無茶苦茶だと言ったら日常に支障のない記憶は後で戻すんだそうで。
それでも、この施設に入った日から今までの記憶は消されるそうだ。
退職金は高額だそうだが、記憶と引き換えの退職は俺としては御免被りたい。
それで、この極秘計画というのは何と巨大ロボット!
古臭いとか古代への憧れだけだろとか施設内部では、そんなことも囁かれているようなんだが……
それでも守護神としての巨大ロボットというのは、その星に住む生命体に安心感を与える存在なんだそうだ。
この巨大ロボット、武装も豊富では……
というより、数種類しか無い。
貧弱かと言われると、いやいやそうでもない。
防御フィールドは万全なんだそうだが、攻撃時には解除しないといけないのが欠点。
武器類は、内蔵されている大型ミサイルや高出力レーザ、元々の出力も膨大なので腕力も数十万馬力のクラス。
これだけでも相手が宇宙戦艦クラスまで相手にできるそうだが、こいつの主となるバトルフィールドは、惑星上、それも岩石惑星上が望ましいという。
それは、こいつの必殺武器が、かなり偏った性能の武器だからで……
「大きな声というものは人間に衝撃を与えることができるのだ……」
ということで、このロボットの必殺武器は「声」だ。
詳しく言うと、この巨大ロボットには、あらゆる箇所にスピーカーが隠されている。
そして、音声起動により最終兵器としての必殺武器、ワンダーボイスが発動。
通常は隠されて(または防御のため)いる箇所のシャッターが開き、無数のスピーカーが現れる。

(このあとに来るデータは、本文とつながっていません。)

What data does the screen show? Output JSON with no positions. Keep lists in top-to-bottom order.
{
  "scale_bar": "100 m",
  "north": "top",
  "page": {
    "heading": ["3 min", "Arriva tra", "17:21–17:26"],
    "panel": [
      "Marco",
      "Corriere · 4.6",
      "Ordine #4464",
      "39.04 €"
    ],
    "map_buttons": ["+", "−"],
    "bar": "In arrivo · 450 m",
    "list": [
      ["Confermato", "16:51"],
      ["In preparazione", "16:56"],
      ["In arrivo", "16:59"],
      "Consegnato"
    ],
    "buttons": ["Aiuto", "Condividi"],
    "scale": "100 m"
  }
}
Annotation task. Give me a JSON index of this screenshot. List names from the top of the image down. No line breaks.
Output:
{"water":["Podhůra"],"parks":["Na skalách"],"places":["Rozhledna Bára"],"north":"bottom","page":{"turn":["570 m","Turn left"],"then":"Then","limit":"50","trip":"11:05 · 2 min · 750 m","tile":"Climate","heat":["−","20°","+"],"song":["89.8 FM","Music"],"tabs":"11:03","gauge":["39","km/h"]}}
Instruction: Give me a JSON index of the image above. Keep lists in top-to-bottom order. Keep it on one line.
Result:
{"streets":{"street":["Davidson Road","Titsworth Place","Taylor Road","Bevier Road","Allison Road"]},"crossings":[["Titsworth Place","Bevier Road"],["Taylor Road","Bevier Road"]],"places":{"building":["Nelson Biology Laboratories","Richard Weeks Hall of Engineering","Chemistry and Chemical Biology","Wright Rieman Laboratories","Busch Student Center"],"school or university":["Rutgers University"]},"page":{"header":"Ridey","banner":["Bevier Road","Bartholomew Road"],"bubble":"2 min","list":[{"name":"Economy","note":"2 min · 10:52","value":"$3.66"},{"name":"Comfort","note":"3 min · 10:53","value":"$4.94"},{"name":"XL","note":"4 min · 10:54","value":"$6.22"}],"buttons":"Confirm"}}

相手の位置を正確に測り、必殺武器としての「音」を、そのポイントに収縮させるため、スピーカーの位置・方向修正が行われると、起動準備完了。
最終的な発射指示は、パイロットによる音声指示と、発射キーとなる音声命令。
「ワンダー、ボイス!******」(*****の箇所は叫ぶ言葉や悲鳴)
ちなみに、*****の言葉というのは、放つ言葉により効率に差が出るようだ。
ただし、これには致命的とも言える欠点が存在する。
大きなものは「諸刃の剣」という事実。
いくら、必殺武器発射時に外部音は遮断しているというものの、完全な音の遮断は不可能。
必殺武器とも言えるワンダーボイスであるから遮音など無理で、操縦室でありコクピットに鎮座するパイロットにも、その影響は出てしまう。
数百分の一とはいえ、相手の巨大戦艦や巨大ロボを一撃で破壊するエネルギーの欠片とは言えど食らうというのは……
「ボロボロじゃねーかよ、おい。生きてるかー?」
コクピット内に通信音声が届くが、パイロットには聞こえない。
鼓膜は破れ、視覚にも内臓にも異常が出ている。
テストパイロットが瀕死の状態で運び出されてくるのを見て、俺は自分の未来が真っ暗であることに絶望する。